The right to housing goes beyond having a roof over ones head. It extends to embody the individual’s right to be let alone and live in peace
This nomenclature took away the ‘rights’ content from these human rights and made them non-justifiable, unlike the Chapter IV rights that can be enforced through a special procedure. The ordinary legal impression created by this classification with respect to the charter rights is simply that the civil and political rights automatically assume the legal status of Chapter IV rights in the 1999 Constitution. Every other right outside the civil and political rights automatically assumes the legal status of Chapter II, rights, meaning that legally they are non-binding.
Conclusion
This discriminatory disposition of the 1999 Constitution with respect to the rights enshrined in the charter which has not only been ratified but additionally domesticated defeats the whole essence of the regime of rights procured by the African Charter.
The level of enforcement of international rules on the domestic legal plane of states is largely dependent on the viability of the receptacle available domestically
The protection and respect for human rights is too precious to be relegated to the dust bin of ‘fundamental objectives and directive principles of state policy’. Human rights are strictly interwoven; an attempt to protect only the regime of civil and political rights will even make its realization difficult. The best approach is the holistic one. For instance, securing the CP right to life is meaningless in the face of the violation to the rights to food, shelter, medical care, etc.

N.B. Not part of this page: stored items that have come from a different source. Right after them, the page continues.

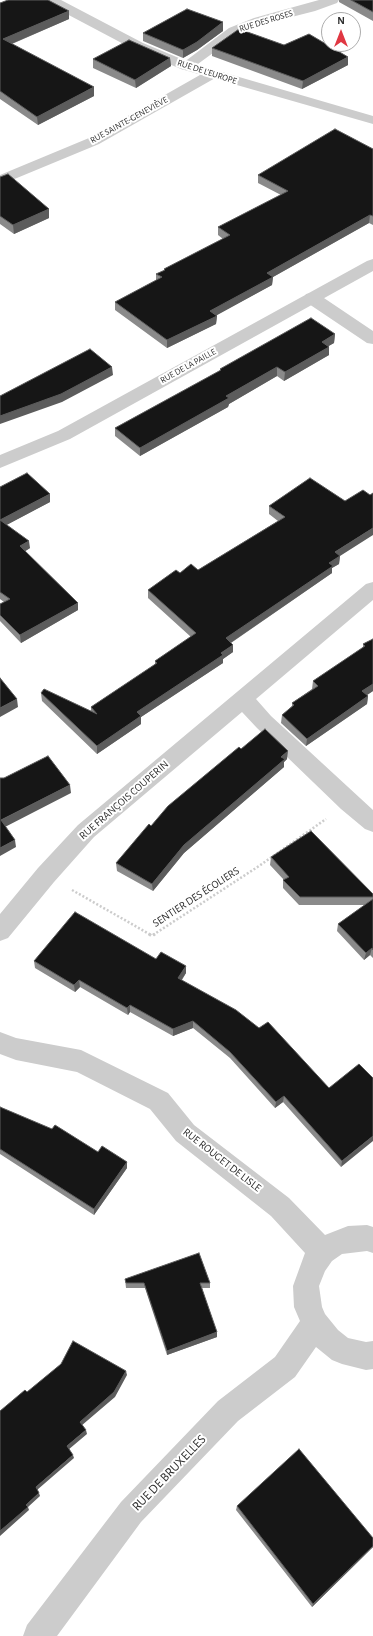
<!DOCTYPE html>
<html>
<head>
<meta charset="utf-8">
<style>
  body { margin:0 }
  #map { position:relative; width:373px; height:1636px; overflow:hidden; background:#fff; font-family:"Alegreya Sans",sans-serif }
  canvas { display:block }
  .north { position:absolute; left:321px; top:12px; width:40px; height:40px; box-sizing:border-box; background:#fff; border:1px solid #acacac; border-radius:50%; rotate:0deg; font-size:11px; font-weight:700; line-height:16px; text-align:center; color:#2f2f2f }
  .north::after { content:''; display:block; margin:auto; width:14px; height:18px; background:#e03742; clip-path:polygon(50% 0,100% 100%,50% 72%,0 100%) }
</style>
</head>
<body>
<div id="map">
<canvas width="373" height="1636"></canvas>
<div class="north">N</div>
</div>
<script>
const g = document.querySelector('canvas').getContext('2d');
g.lineJoin = 'round';
function shape(rows) {
  const path = new Path2D();
  for (const r of rows) {
    path.moveTo(r[0], r[1]);
    for (let i = 2; i < r.length; i += 2) path.lineTo(r[i], r[i + 1]);
  }
  return path;
}
function trace(path, color, width, dash) {
  g.strokeStyle = color;
  g.lineWidth = width;
  g.lineCap = dash ? 'butt' : 'round';
  g.setLineDash(dash || []);
  g.stroke(path);
}
function paint(path, color) {
  g.fillStyle = color;
  g.fill(path, 'evenodd');
}
function drawText(font, color, halo, rows, align = 'center') {
  g.font = font + ' "Alegreya Sans",sans-serif';
  g.lineWidth = 4;
  g.setLineDash([]);
  g.textBaseline = 'middle';
  g.strokeStyle = halo;
  g.fillStyle = color;
  for (const [text, x, y, turn = 0] of rows) {
    g.save();
    g.translate(x, y);
    g.rotate((+turn || 0) * Math.PI / 180);
    g.textAlign = isNaN(turn) ? turn : align;
    if (halo) g.strokeText(text, 0, 0);
    g.fillText(text, 0, 0);
    g.restore();
  }
}
trace(shape([
  [72,890,151,935],
  [153,935,259,866,326,819]
]), '#ccc', 2.5, [2, 2]);
trace(shape([
  [149,934,152,936,155,934]
]), '#ccc', 3, [2.5, 2.5]);
paint(shape([
  [319,0,339,0,337,3,315,11,264,24,239,34,191,69,186,70,181,69,179,66,229,28,254,18,319,0],
  [212,70,217,71,219,74,217,77,99,144,0,185,0,175,89,138,207,71,212,70],
  [312,293,318,294,373,331,373,344,367,343,306,302,304,298,306,294,312,293],
  [373,582,373,600,256,699,271,716,373,810,373,832,365,829,341,809,257,728,242,712,94,837,54,882,8,938,0,941,0,914,38,868,78,825,366,584,373,582],
  [0,1032,16,1038,81,1050,168,1093,194,1125,289,1198,325,1235,348,1226,367,1225,373,1227,373,1253,367,1251,342,1254,332,1261,325,1271,319,1286,322,1307,325,1314,338,1330,348,1338,366,1342,373,1341,373,1369,366,1370,342,1364,332,1360,316,1347,295,1377,238,1421,141,1522,57,1636,23,1636,27,1625,121,1502,218,1401,275,1357,300,1321,294,1307,293,1286,305,1253,271,1216,176,1141,150,1109,77,1072,16,1060,0,1054,0,1032]
]), '#ccc');
paint(shape([
  [44,0,61,0,143,43,191,63,373,116,373,124,181,69,133,49,46,3,44,0],
  [373,259,373,271,70,439,0,468,0,455,58,431,367,261,373,259]
]), '#ccc');
paint(shape([
  [339,0,373,0,373,21,339,2],
  [0,3,69,19,12,44,94,96,38,125,0,99],
  [223,22,223,31,197,50,183,58,143,41,143,33],
  [284,45,348,65,302,89,212,56,212,48],
  [170,58,171,66,136,88,93,68,93,59],
  [373,149,373,225,369,223,273,277,272,285,216,315,217,316,216,324,167,348,115,310,115,302,156,281,156,274,164,271,164,269,223,239,218,235,218,227,281,195,258,183,258,175],
  [0,177,49,209,49,218,14,234,0,224],
  [335,334,334,343,328,346,329,347,329,355,284,381,277,376,229,404,228,407,140,456,115,436,115,428,220,371,220,369],
  [0,487,50,502,6,525,30,548,25,551,78,610,21,643,0,621,0,604,4,602,0,599],
  [269,506,340,556,339,564,332,568,332,573,231,643,233,652,223,659,223,663,141,717,141,724,97,754,42,701,41,693,91,711,91,707,155,665,155,661,191,637,148,598,148,590,180,573,198,570,278,521,269,514],
  [373,639,373,691,367,695,368,696,367,704,306,746,281,723,282,715,292,706,292,703,312,689,313,681,363,648,363,644],
  [241,749,287,759,284,762,284,767,184,853,153,891,117,871,116,863,151,826],
  [271,857,373,894,373,958,370,955,364,960,337,931,338,924,365,905,299,905,283,888,283,880,284,880,270,865],
  [156,959,186,973,182,980,329,1088,373,1078,341,1167,283,1102,275,1108,230,1058,193,1028,173,1036,130,1012,128,1015,80,987,75,992,35,968,34,961],
  [0,1107,98,1152,127,1162,127,1168,94,1215,0,1154],
  [125,1279,210,1283,210,1288,202,1288,217,1337,167,1355,145,1288,126,1288],
  [237,1506,373,1538,373,1547,312,1607,236,1510]
]), '#8a8a8a');
paint(shape([
  [69,11,69,19,4,47,3,39],
  [223,22,223,31,197,50,183,58,183,50],
  [348,57,348,65,302,89,303,81],
  [170,58,171,66,136,88,135,80],
  [94,87,94,96,38,125,37,117],
  [49,209,49,218,14,234,13,225],
  [370,215,369,223,273,277,272,285,210,319,210,311,267,273],
  [217,316,216,324,167,348,167,340],
  [335,334,334,343,322,350,322,342],
  [329,347,329,355,284,381,285,372],
  [112,367,113,375,62,402,0,424,0,416],
  [277,367,277,376,229,404,228,407,140,456,140,448,226,396],
  [50,494,50,502,1,528,0,520],
  [373,528,373,535,340,556,339,564,332,568,332,573,226,646,226,638,329,563,335,552],
  [29,541,30,548,21,554,20,546],
  [78,603,78,610,21,643,20,635],
  [233,645,233,652,223,659,223,663,141,717,141,724,97,754,97,746,137,712],
  [373,684,373,691,361,699,362,691],
  [368,696,367,704,306,746,307,739],
  [17,699,18,707,0,717,0,708],
  [288,751,287,759,284,762,284,767,184,853,153,891,152,884,184,845,281,757],
  [70,785,71,793,3,828,1,820],
  [15,840,16,847,0,856,0,848],
  [372,948,370,955,364,960,366,953],
  [186,966,186,973,178,985,178,978],
  [79,980,80,987,75,992,74,985],
  [130,1005,130,1012,128,1015,127,1008],
  [193,1021,193,1028,173,1036,173,1029],
  [284,1096,283,1102,275,1108,276,1102],
  [373,1136,373,1141,341,1167,342,1161],
  [127,1162,127,1168,94,1215,94,1209],
  [217,1332,217,1337,167,1355,167,1351],
  [126,1371,127,1375,115,1397,81,1426,80,1422],
  [86,1430,87,1434,68,1450,67,1446],
  [73,1455,74,1458,37,1490,36,1487],
  [39,1493,40,1496,28,1507,29,1510,0,1536,0,1531,26,1505],
  [373,1546,373,1547,312,1607,313,1604]
]), '#5c5c5c');
const building = shape([
  [8,0,48,0,69,11,3,39,94,87,37,117,0,91,0,3,8,0],
  [351,0,373,0,373,12,351,0],
  [187,9,223,22,197,42,183,50,143,33,187,9],
  [239,29,284,45,309,34,348,57,303,81,212,48,239,29],
  [129,40,170,58,135,80,93,59,129,40],
  [335,129,373,149,373,216,370,215,267,273,273,277,210,311,217,316,167,340,115,302,162,277,156,274,165,270,164,269,230,235,218,227,288,191,258,175,335,129],
  [8,174,49,209,13,225,0,216,0,177,8,174],
  [311,318,335,334,322,342,329,347,285,372,277,367,226,396,229,398,140,448,115,428,221,370,220,369,311,318],
  [90,349,112,367,61,394,0,416,0,396,90,349],
  [27,473,50,494,0,520,0,487,27,473],
  [310,478,345,501,363,490,370,495,373,493,373,528,335,552,340,556,329,563,333,566,226,638,233,645,221,653,223,655,137,712,141,716,97,746,41,693,44,689,97,714,91,707,157,663,155,661,196,633,148,590,176,570,180,573,191,564,198,570,285,517,269,506,310,478],
  [0,520,29,541,20,546,78,603,20,635,0,615,0,604,10,599,0,592,0,520],
  [373,639,373,684,362,691,368,696,307,739,282,715,294,705,292,703,318,686,313,681,365,646,363,644,373,639],
  [0,678,17,699,0,708,0,678],
  [265,729,288,751,281,757,285,759,184,845,152,884,116,863,149,824,151,826,168,806,239,747,241,749,265,729],
  [48,756,70,785,1,820,15,840,0,848,0,778,4,778,48,756],
  [311,831,373,894,373,897,300,897,283,880,289,877,271,857,311,831],
  [373,899,373,950,372,948,366,953,338,924,373,899],
  [75,912,156,959,161,952,186,966,178,978,236,1010,259,1028,268,1022,329,1088,359,1064,373,1078,373,1136,342,1161,284,1096,276,1102,230,1052,193,1021,173,1029,130,1005,127,1008,79,980,74,985,34,961,75,912],
  [0,1107,52,1129,55,1125,98,1152,102,1146,127,1162,94,1209,0,1149,0,1107],
  [199,1253,210,1283,200,1283,217,1332,167,1351,144,1283,126,1283,125,1279,199,1253],
  [73,1341,126,1371,114,1392,80,1422,86,1430,67,1446,73,1455,36,1487,39,1493,26,1505,28,1507,0,1531,0,1411,25,1390,27,1392,61,1364,73,1341],
  [299,1449,373,1538,373,1546,313,1604,237,1506,299,1449]
]);
paint(building, '#161616');
trace(building, '#5c5c5c', 1);
drawText('9px', '#2f2f2f', '#fff', [
  ["RUE DES ROSES",266,21,-17],
  ["RUE DE L'EUROPE",207,72,18],
  ["RUE SAINTE-GENEVIÈVE",129,120,-29],
  ["RUE DE LA PAILLE",188,366,-29]
]);
drawText('11px', '#2f2f2f', '#fff', [
  ["RUE FRANÇOIS COUPERIN",124,800,-41],
  ["SENTIER DES ÉCOLIERS",196,897,-33],
  ["RUE ROUGET DE LISLE",222,1160,38]
]);
drawText('13px', '#2f2f2f', '#fff', [
  ["RUE DE BRUXELLES",169,1473,-46]
]);
</script>
</body>
</html>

Nigeria scored cheap political points by merely ratifying and domesticating the African charter without creating a legal environment for guaranteeing the protection of economic, social, cultural and solidarity rights. The African Charter made bold statements with respect to the legal status of human rights internationally. A state that has domesticated it has sent strong signals that she is willing to respect the rights enshrined in the instrument. She receives international accolade, for such gesture. Such state should reciprocally show strong willingness to discharge its international obligations by ensuring respect for these rights.